__Stored dataset items__.
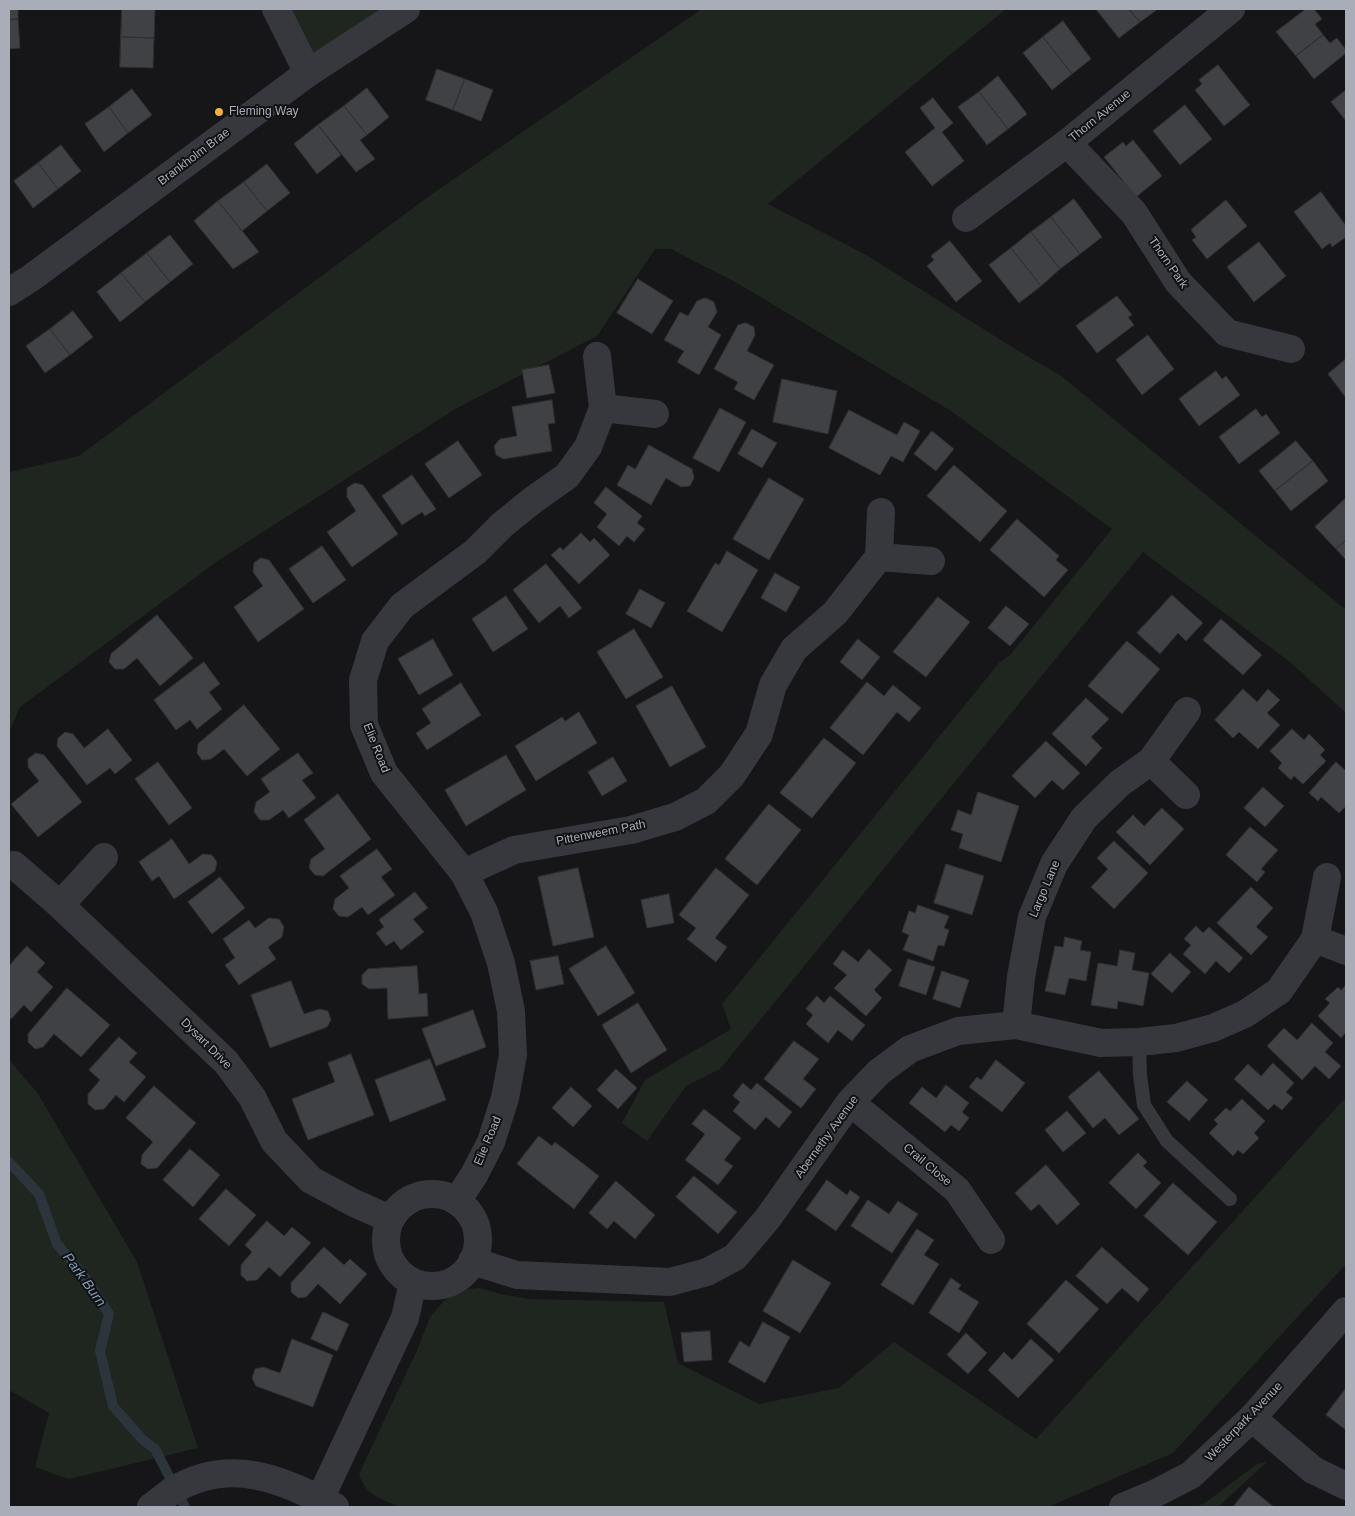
<!DOCTYPE html>
<style>
body{margin:0}
#map{position:relative;width:1355px;height:1516px;overflow:hidden;background:#161618;font-family:Helvetica,sans-serif}
canvas{display:block}
.frame{position:absolute;inset:0;border:10px solid #a8adb8;pointer-events:none}
</style>
<div id="map">
<canvas width="1355" height="1516"></canvas>
<div class="frame"></div>
</div>
<script>
const ctx = document.querySelector('canvas').getContext('2d');
ctx.lineJoin = 'round';
function fillPath(path, color) { ctx.fillStyle = color; ctx.fill(path, 'evenodd'); }
function strokePath(path, color, width, dash) { ctx.strokeStyle = color; ctx.lineWidth = width; ctx.lineCap = dash ? 'butt' : 'round'; ctx.setLineDash(dash || []); ctx.stroke(path); }
function label(font, color, halo, rows, align = 'center') {
  ctx.font = font + ' Helvetica,sans-serif'; ctx.lineWidth = 4; ctx.setLineDash([]); ctx.textBaseline = 'middle'; ctx.strokeStyle = halo; ctx.fillStyle = color; for (const [text, x, y, turn = 0] of rows) {
    ctx.save(); ctx.translate(x, y); ctx.rotate((+turn || 0) * Math.PI / 180); ctx.textAlign = isNaN(turn) ? turn : align; if (halo) ctx.strokeText(text, 0, 0); ctx.fillText(text, 0, 0); ctx.restore();
  }
}
fillPath(new Path2D(`
 M276,9H400L308,73Z
 M702,9H1006L768,204L868,256L1015,349L1060,375L1346,610V713L1290,662L1143,552L720,1069L686,1086L647,1141L622,1123L645,1080L731,1029L722,1004L999,663L1010,655L1112,529L951,411L737,283L671,249H655L597,336L457,408L219,560L20,707L9,732V472L79,456L432,194Z
 M9,1060L37,1092L137,1262L198,1448L69,1479L35,1467L49,1413L9,1390Z
 M1346,1097V1264L1173,1453L1048,1507H400C380,1498 366,1496 359,1474L418,1348L430,1317L444,1301L458,1290L480,1288L501,1294L528,1299L664,1302L678,1363L759,1404L839,1388L894,1342L1036,1439Z
 M1267,1462L1218,1507H1196L1206,1502L1257,1464Z`), '#1e261f');
strokePath(new Path2D(`
 M9,1162L39,1194L57,1244L87,1280L109,1314L100,1351L113,1406L142,1439L155,1449L185,1507`), '#2c353c', 10);
const building = new Path2D(`
 M9,9H18V19L9,20Z
 M122,9H155L154,38L121,37Z
 M1096,9H1129L1140,22L1119,38Z
 M1129,9H1158L1140,22Z
 M1306,9H1314L1322,19L1315,24L1323,35L1296,56L1276,32Z
 M18,19L20,48L9,49V20Z
 M1063,21L1091,59L1072,74L1043,37Z
 M1323,35L1330,43L1337,38L1346,50V53L1314,79L1296,56Z
 M121,37L154,38L153,68L120,67Z
 M1043,37L1072,74L1052,90L1023,53Z
 M1218,65L1250,105L1224,126L1195,90L1202,84L1199,80Z
 M437,69L465,79L453,110L426,100Z
 M998,76L1027,114L1008,129L979,92Z
 M465,79L493,90L481,121L453,110Z
 M367,88L389,117L367,135L344,106Z
 M132,89L152,115L128,133L109,107Z
 M1346,90V121L1331,102Z
 M979,92L1008,129L987,145L958,107Z
 M933,98L953,123L942,132L964,161L932,186L905,152L935,128L920,108Z
 M1185,105L1212,139L1180,165L1153,131Z
 M344,106L367,135L360,140L375,159L356,172L318,125Z
 M109,107L128,133L104,152L85,124Z
 M318,125L341,155L317,174L294,144Z
 M1133,140L1162,176L1136,197L1104,157L1123,142L1126,146Z
 M61,145L81,171L58,189L38,163Z
 M38,163L58,189L33,208L14,181Z
 M267,164L290,193L267,211L244,182Z
 M244,182L267,211L242,231L218,201Z
 M1321,192L1346,226V237L1332,247L1330,243L1322,249L1294,212Z
 M1074,199L1102,237L1080,254L1051,217Z
 M1226,200L1247,226L1207,259L1192,240L1196,237L1191,230Z
 M218,201L259,252L233,269L194,221Z
 M1051,217L1080,254L1060,269L1031,232Z
 M1031,232L1060,269L1041,286L1011,248Z
 M170,235L193,264L170,282L147,253Z
 M950,241L982,281L956,302L927,266L934,260L931,256Z
 M1259,242L1286,276L1254,302L1227,267Z
 M1011,248L1041,286L1019,303L989,265Z
 M147,253L170,282L145,302L121,273Z
 M121,273L145,302L120,322L97,292Z
 M638,279L673,301L652,334L617,313Z
 M1117,296L1132,315L1128,317L1134,325L1097,353L1076,326Z
 M706,298L714,302L717,312L708,327L721,335L699,375L677,362L684,351L664,340L680,312L688,316L697,301Z
 M73,311L93,337L70,355L50,329Z
 M746,323L754,327L755,335L747,351L774,365L754,400L734,389L738,382L714,369L738,325Z
 M50,329L70,355L45,373L26,346Z
 M1148,335L1174,369L1142,395L1116,360Z
 M1346,359V398L1328,374Z
 M549,365L555,393L527,398L522,370Z
 M1216,371L1222,379L1226,376L1240,395L1199,426L1179,399Z
 M782,379L837,391L828,434L773,422Z
 M552,400L555,423L548,424L552,451L504,459L496,455L494,446L500,439L517,436L512,407Z
 M720,408L746,422L719,472L693,458Z
 M1256,409L1262,417L1266,414L1280,433L1239,464L1219,437Z
 M849,410L897,435L904,422L920,431L903,462L891,456L880,475L829,448Z
 M752,429L777,443L762,468L738,454Z
 M932,431L954,449L936,471L914,454Z
 M458,441L482,475L449,498L425,464Z
 M1296,441L1313,461L1275,491L1259,471Z
 M649,445L692,469L694,478L690,486L681,487L666,478L651,505L617,485L628,465L635,469Z
 M1313,461L1328,481L1291,511L1275,491Z
 M954,465L1007,511L980,542L927,496Z
 M412,475L436,509L425,516L422,512L402,525L382,496Z
 M769,478L804,499L769,560L733,539Z
 M355,483L363,485L398,534L352,567L327,532L356,511L347,497V488Z
 M606,487L642,516L637,523L645,529L634,542L627,536L619,546L597,527L607,514L594,503Z
 M1346,498V540L1336,549L1315,527Z
 M1017,519L1059,556L1056,560L1068,570L1044,597L990,550Z
 M581,533L590,542L594,538L610,555L579,584L551,555L560,547L563,550Z
 M1346,540V560L1336,549Z
 M322,546L346,580L313,603L289,569Z
 M727,551L758,570L722,632L687,611L715,563L719,565Z
 M261,558L269,560L304,609L258,642L234,607L263,586L253,572L254,563Z
 M546,564L582,608L569,618L560,606L539,623L513,590Z
 M775,573L800,587L786,612L761,598Z
 M640,589L665,603L651,628L626,614Z
 M1172,595L1203,623L1186,641L1178,633L1160,654L1137,633Z
 M506,596L528,629L493,652L472,619Z
 M938,597L970,622L926,677L893,652Z
 M1006,606L1029,624L1010,646L988,628Z
 M157,615L193,658L160,686L137,658L124,669H115L109,662L111,654Z
 M1221,619L1262,655L1243,675L1203,640Z
 M634,629L663,677L626,699L597,652Z
 M433,639L453,675L419,695L398,659Z
 M858,639L880,657L862,680L840,662Z
 M1127,641L1160,669L1122,714L1088,686Z
 M204,662L220,684L209,692L222,709L197,729L190,720L176,730L154,700Z
 M867,682L884,696L893,685L921,708L909,722L897,712L863,755L830,728Z
 M461,683L481,715L427,750L416,733L431,723L422,709Z
 M672,686L706,747L670,767L636,706Z
 M1243,689L1257,702L1268,689L1280,700L1267,713L1280,725L1258,749L1239,732L1233,738L1215,720Z
 M1086,698L1109,719L1091,737L1102,748L1086,766L1052,734Z
 M244,705L280,749L247,776L224,749L211,759L202,760L197,753L198,744Z
 M579,712L597,743L536,781L515,746L562,717L565,721Z
 M108,729L132,760L115,774L110,768L87,785L57,746L58,738L65,732L73,734L84,748Z
 M1292,729L1304,740L1309,734L1325,750L1320,755L1326,761L1303,784L1294,776L1291,780L1278,768L1282,763L1270,751Z
 M824,738L856,763L812,818L780,793Z
 M1046,741L1080,773L1063,790L1052,780L1035,798L1012,776Z
 M36,753L44,755L82,802L38,837L11,804L39,781L28,767V759Z
 M298,753L313,773L302,780L316,798L289,818L283,810L269,820H260L254,812L256,802L270,792L261,779Z
 M506,755L526,790L466,826L445,790Z
 M613,757L627,781L602,796L588,772Z
 M158,762L192,808L169,825L135,779Z
 M1336,762L1346,771V806L1339,813L1321,797L1318,801L1309,793Z
 M1263,787L1284,806L1265,827L1244,808Z
 M978,792L1019,806L1001,862L959,848L963,834L951,830L958,810L971,815Z
 M338,794L371,839L323,876L315,875L309,868L311,859L325,849L304,820Z
 M769,804L801,830L757,885L725,859Z
 M1162,808L1184,829L1150,865L1116,832L1133,815L1144,826Z
 M1250,827L1278,850L1261,869L1265,872L1257,882L1226,855Z
 M172,839L189,864L203,854L212,855L217,862L215,871L174,899L159,876L152,881L139,862Z
 M1114,841L1148,873L1114,909L1091,887L1108,869L1097,858Z
 M377,849L392,869L381,877L395,895L368,915L362,907L348,917L339,916L333,909L335,899L349,888L340,876Z
 M946,864L984,876L972,915L934,903Z
 M578,868L594,937L553,946L538,877Z
 M716,868L749,895L715,938L727,947L716,962L687,939L696,928L679,915Z
 M220,877L245,908L212,934L188,902Z
 M1251,887L1273,908L1256,927L1268,937L1251,955L1217,923Z
 M415,892L428,908L413,919L424,932L401,950L394,941L386,946L376,933L384,927L379,920Z
 M669,894L674,923L647,928L641,900Z
 M918,905L949,916L944,928L949,930L944,946L938,945L933,961L903,950L909,935L902,932L909,911L915,913Z
 M269,918L279,919L284,927L282,937L268,947L276,959L239,985L225,965L235,958L223,939L249,920L255,928Z
 M1196,926L1203,933L1209,927L1243,958L1229,973L1216,961L1205,974L1183,954L1191,945L1184,939Z
 M1065,937L1082,941L1080,950L1091,952L1086,981L1069,978L1065,995L1045,991L1055,946L1063,947Z
 M27,946L45,963L37,972L53,987L31,1012L24,1005L12,1018L9,1019V966Z
 M606,946L635,993L598,1016L569,969Z
 M869,949L892,970L874,990L882,998L866,1016L834,988L847,975L833,964L843,950L858,962Z
 M1120,950L1135,953L1132,970L1149,973L1143,1006L1118,1001L1117,1009L1091,1005L1098,963L1117,966Z
 M1170,953L1191,972L1172,993L1151,974Z
 M558,956L564,984L536,990L530,961Z
 M908,959L935,967L926,995L899,986Z
 M417,966L419,994L427,993L428,1016L388,1019L387,988L369,989L362,984V975L368,969Z
 M942,971L969,980L960,1008L933,999Z
 M291,981L304,1014L320,1009L328,1011L331,1020L327,1027L270,1048L251,995Z
 M1346,985V1032L1341,1038L1318,1016L1330,1003L1325,999L1338,987L1341,990Z
 M67,988L110,1025L81,1057L54,1034L43,1047L35,1049L28,1042V1034Z
 M817,996L824,1003L830,996L865,1025L852,1041L838,1030L828,1043L806,1024L813,1015L806,1009Z
 M638,1003L667,1050L631,1073L602,1025Z
 M473,1010L486,1047L436,1066L422,1029Z
 M1312,1023L1333,1043L1325,1052L1341,1066L1329,1079L1315,1066L1302,1080L1267,1046L1284,1028L1297,1040Z
 M119,1037L137,1053L129,1062L146,1077L124,1102L116,1095L104,1109L95,1110L88,1104V1094L100,1080L89,1070Z
 M794,1041L819,1059L803,1079L816,1089L801,1108L764,1079Z
 M351,1054L374,1115L308,1140L292,1099L335,1082L328,1063Z
 M430,1059L446,1100L390,1122L375,1080Z
 M996,1060L1025,1083L1002,1112L969,1087L977,1077L981,1080Z
 M1273,1063L1294,1083L1286,1092L1293,1098L1282,1110L1274,1104L1268,1110L1234,1079L1248,1064L1261,1076Z
 M616,1069L637,1088L618,1109L597,1090Z
 M1099,1071L1139,1119L1119,1135L1105,1118L1093,1128L1068,1097Z
 M1187,1081L1208,1100L1189,1121L1167,1102Z
 M743,1083L751,1090L757,1083L792,1112L779,1128L766,1117L755,1130L733,1111L740,1102L733,1096Z
 M946,1085L969,1103L962,1112L969,1118L959,1131L951,1125L945,1132L909,1103L922,1087L936,1098Z
 M154,1086L196,1123L157,1168L148,1169L141,1164L142,1155L153,1142L126,1118Z
 M571,1087L592,1106L573,1127L552,1108Z
 M1242,1099L1265,1121L1254,1133L1259,1138L1243,1154L1238,1150L1233,1156L1209,1133L1218,1124L1214,1120L1226,1108L1230,1111Z
 M704,1109L741,1138L724,1160L733,1166L718,1185L685,1160L705,1134L692,1124Z
 M1067,1111L1086,1133L1063,1152L1045,1130Z
 M539,1136L552,1146L555,1142L599,1176L574,1209L517,1164Z
 M190,1149L220,1175L193,1207L163,1180Z
 M1138,1153L1147,1162L1143,1166L1161,1183L1136,1209L1109,1183Z
 M1046,1165L1080,1204L1057,1225L1039,1204L1031,1211L1015,1193Z
 M694,1176L737,1212L718,1234L676,1197Z
 M827,1180L847,1195L850,1190L860,1197L836,1231L806,1210Z
 M616,1181L655,1215L635,1239L614,1221L607,1229L589,1213Z
 M1173,1183L1217,1222L1188,1255L1144,1216Z
 M226,1189L256,1215L229,1246L199,1219Z
 M868,1200L889,1214L898,1201L918,1214L892,1253L851,1226Z
 M267,1221L284,1236L292,1227L311,1243L280,1277L269,1267L257,1280L247,1281L241,1275V1265L252,1252L245,1245Z
 M917,1229L934,1240L924,1255L939,1264L913,1305L881,1285Z
 M324,1247L344,1265L350,1259L367,1274L340,1304L318,1284L306,1297L298,1298L291,1292V1283Z
 M1102,1247L1149,1289L1138,1302L1122,1288L1107,1304L1076,1276Z
 M793,1260L831,1283L800,1333L763,1311Z
 M951,1278L961,1285L958,1289L979,1302L959,1333L929,1313Z
 M1066,1280L1099,1309L1059,1353L1027,1324Z
 M323,1312L349,1324L337,1351L311,1339Z
 M763,1322L790,1337L765,1383L728,1362L740,1341L749,1347Z
 M710,1331L712,1360L684,1362L681,1333Z
 M966,1333L987,1353L968,1374L947,1355Z
 M292,1339L333,1355L313,1407L256,1386L252,1378L255,1369L263,1367L280,1373Z
 M1031,1339L1054,1360L1018,1398L988,1370L1004,1352L1012,1360Z
 M1346,1388V1430L1326,1415Z
 M1249,1487L1274,1507H1233Z`);
fillPath(building, '#404145');
strokePath(building, '#303034', 1);
strokePath(new Path2D(`
 M1139,1042L1140,1075L1144,1105L1167,1141L1230,1199`), '#37383d', 14);
strokePath(new Path2D(`
 M276,9L308,73
 M1067,143L1134,213L1178,282L1227,333L1291,349
 M966,218L1067,143L1231,9
 M9,292L31,278L308,73L406,9
 M603,408L655,414
 M879,557L881,512
 M1151,761L1186,795
 M14,865L60,905L226,1062L252,1097L274,1141L311,1180L354,1203L390,1219
 M464,873L514,850L631,830L675,817L706,801L732,775L759,734L773,685L794,649L835,613L879,557L931,561
 M60,905L104,857
 M1315,939L1346,951
 M1016,1025L1021,977L1032,917L1054,864L1084,818L1120,783L1151,761L1187,711
 M850,1102L957,1190L991,1240
 M386 1240a46 46 0 1 1 92 0a46 46 0 1 1-92 0Z
 M457,1201L474,1175L491,1142L505,1098L513,1055L511,1011L501,963L484,912L464,873L384,773L364,725L363,680L375,641L402,606L475,552L502,525L533,500L567,476L588,447L603,408L597,356
 M472,1261L517,1275L670,1282L707,1272L735,1257L768,1218L850,1102L879,1072L910,1049L958,1031L1016,1025L1101,1043L1139,1042L1176,1038L1213,1028L1245,1014L1279,991L1315,939L1327,877
 M1252,1418L1313,1470L1346,1486
 M320,1499L405,1318L413,1282`), '#37383d', 28);
strokePath(new Path2D(`
 M151,1507C158,1502 165,1496 172,1491C230,1456 281,1479 335,1507
 M1123,1507L1154,1494L1191,1475L1252,1418L1346,1311`), '#37383d', 28);
for (const [x, y, r, color] of [
 [219,112,5,"#f2b134"]
]) { const dot = new Path2D(); dot.arc(x, y, r, 0, 2 * Math.PI); ctx.fillStyle = color; ctx.fill(dot); strokePath(dot, '#111113', 2); }
label('12px', '#a8adb8', '#111113', [
 ["Fleming Way",229,112]
], 'left');
label('12px', '#a8adb8', '#111113', [
 ["Thorn Avenue",1100,116,-39],
 ["Brankholm Brae",194,157,-37],
 ["Thorn Park",1168,263,55],
 ["Elie Road",376,748,68],
 ["Pittenweem Path",601,833,-11],
 ["Largo Lane",1045,889,-67],
 ["Dysart Drive",206,1044,45],
 ["Abernethy Avenue",827,1137,-54],
 ["Elie Road",488,1141,-67],
 ["Crail Close",927,1165,40],
 ["Westerpark Avenue",1244,1422,-46]
]);
label('italic 14px', '#7f9bb3', '#111113', [
 ["Park Burn",84,1280,54]
]);
</script>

__WORK TASK__. In the answer, give only the lines from the top of the data above through the line with "function label(font, color, halo, rows, align", reproduced exactly; no picture may appear.

__WORKED SOLUTION__.
<!DOCTYPE html>
<style>
body{margin:0}
#map{position:relative;width:1355px;height:1516px;overflow:hidden;background:#161618;font-family:Helvetica,sans-serif}
canvas{display:block}
.frame{position:absolute;inset:0;border:10px solid #a8adb8;pointer-events:none}
</style>
<div id="map">
<canvas width="1355" height="1516"></canvas>
<div class="frame"></div>
</div>
<script>
const ctx = document.querySelector('canvas').getContext('2d');
ctx.lineJoin = 'round';
function fillPath(path, color) { ctx.fillStyle = color; ctx.fill(path, 'evenodd'); }
function strokePath(path, color, width, dash) { ctx.strokeStyle = color; ctx.lineWidth = width; ctx.lineCap = dash ? 'butt' : 'round'; ctx.setLineDash(dash || []); ctx.stroke(path); }
function label(font, color, halo, rows, align = 'center') {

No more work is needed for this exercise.